| Task directions |
Could you please return each line of the data that has the word "Terrace"?

——

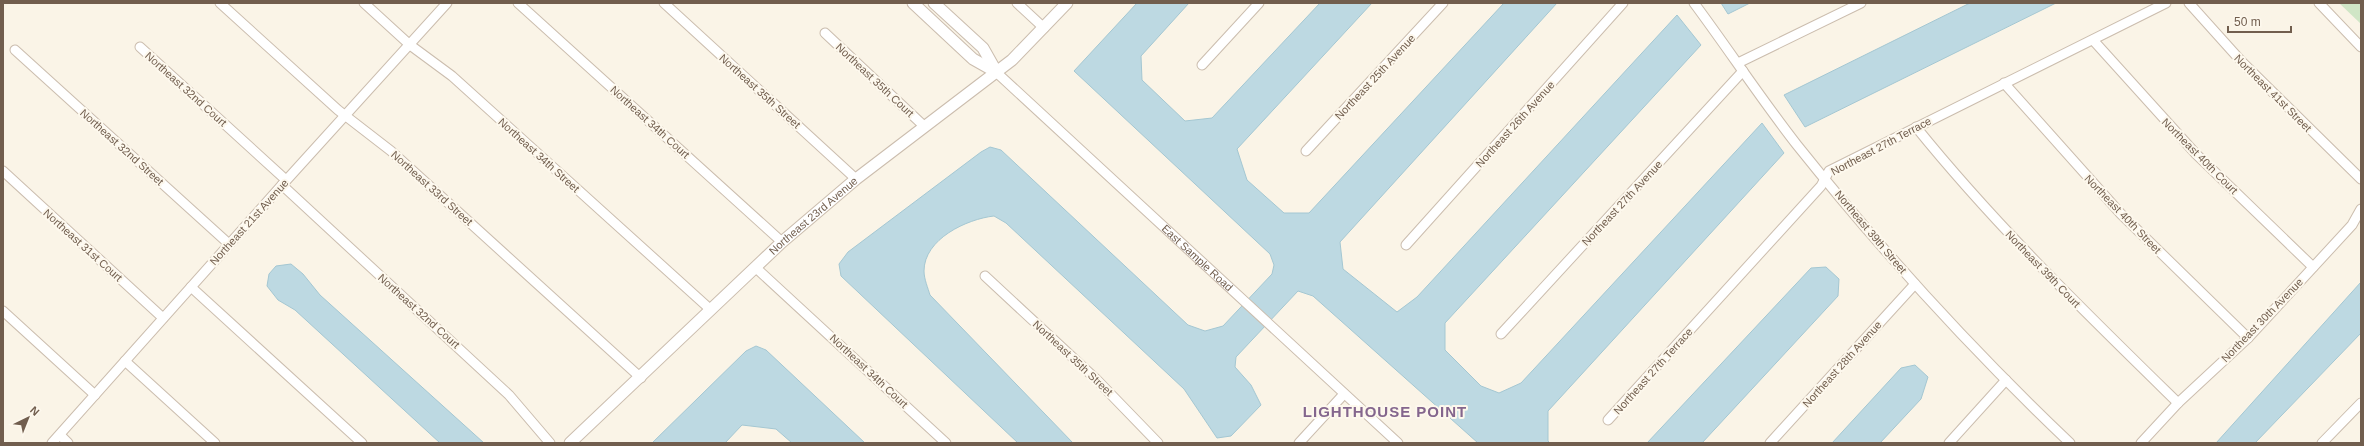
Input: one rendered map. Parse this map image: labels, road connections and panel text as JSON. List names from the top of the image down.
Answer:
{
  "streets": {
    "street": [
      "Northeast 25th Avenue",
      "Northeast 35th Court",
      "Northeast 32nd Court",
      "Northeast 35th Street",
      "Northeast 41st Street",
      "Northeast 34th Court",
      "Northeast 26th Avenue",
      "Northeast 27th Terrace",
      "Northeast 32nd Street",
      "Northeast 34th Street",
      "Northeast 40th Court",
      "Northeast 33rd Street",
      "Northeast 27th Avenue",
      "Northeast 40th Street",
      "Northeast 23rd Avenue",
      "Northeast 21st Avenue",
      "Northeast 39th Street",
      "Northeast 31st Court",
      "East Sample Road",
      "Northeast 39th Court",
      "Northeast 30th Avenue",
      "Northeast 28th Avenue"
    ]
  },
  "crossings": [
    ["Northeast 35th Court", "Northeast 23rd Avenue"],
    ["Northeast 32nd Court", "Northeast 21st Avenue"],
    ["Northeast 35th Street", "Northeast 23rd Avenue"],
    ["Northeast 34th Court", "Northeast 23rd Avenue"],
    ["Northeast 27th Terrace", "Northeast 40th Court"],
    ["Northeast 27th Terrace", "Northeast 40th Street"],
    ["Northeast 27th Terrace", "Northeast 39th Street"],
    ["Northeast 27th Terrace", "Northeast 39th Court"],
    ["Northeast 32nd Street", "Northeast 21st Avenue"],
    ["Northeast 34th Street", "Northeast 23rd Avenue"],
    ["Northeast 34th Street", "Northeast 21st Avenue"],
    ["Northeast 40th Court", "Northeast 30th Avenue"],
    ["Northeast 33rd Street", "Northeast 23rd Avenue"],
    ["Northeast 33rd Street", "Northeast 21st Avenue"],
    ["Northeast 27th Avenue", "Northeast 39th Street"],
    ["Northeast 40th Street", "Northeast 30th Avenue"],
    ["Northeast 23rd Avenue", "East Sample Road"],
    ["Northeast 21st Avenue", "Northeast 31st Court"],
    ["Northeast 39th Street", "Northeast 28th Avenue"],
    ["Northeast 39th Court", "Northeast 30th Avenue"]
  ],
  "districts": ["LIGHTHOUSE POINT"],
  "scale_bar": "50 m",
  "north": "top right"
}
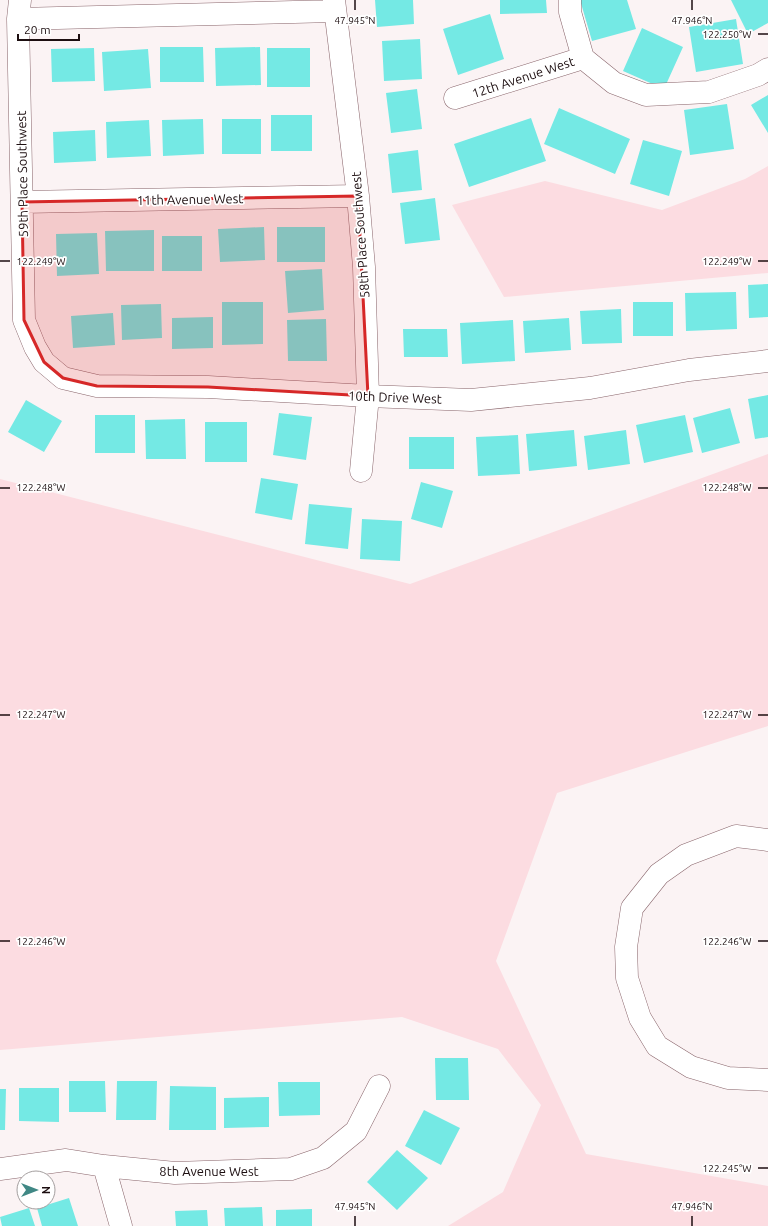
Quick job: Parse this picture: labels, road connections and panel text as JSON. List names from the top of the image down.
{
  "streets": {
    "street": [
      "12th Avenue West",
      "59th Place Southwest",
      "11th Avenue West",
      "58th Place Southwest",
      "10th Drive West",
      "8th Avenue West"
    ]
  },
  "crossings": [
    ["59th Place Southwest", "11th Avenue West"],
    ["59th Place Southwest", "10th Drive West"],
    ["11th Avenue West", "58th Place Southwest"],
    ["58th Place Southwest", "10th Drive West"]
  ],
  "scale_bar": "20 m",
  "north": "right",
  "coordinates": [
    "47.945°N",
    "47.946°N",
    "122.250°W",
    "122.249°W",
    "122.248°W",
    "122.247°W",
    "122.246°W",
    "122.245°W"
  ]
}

——

| Answer to the exercise |
      "Northeast 27th Terrace",
    ["Northeast 27th Terrace", "Northeast 40th Court"],
    ["Northeast 27th Terrace", "Northeast 40th Street"],
    ["Northeast 27th Terrace", "Northeast 39th Street"],
    ["Northeast 27th Terrace", "Northeast 39th Court"],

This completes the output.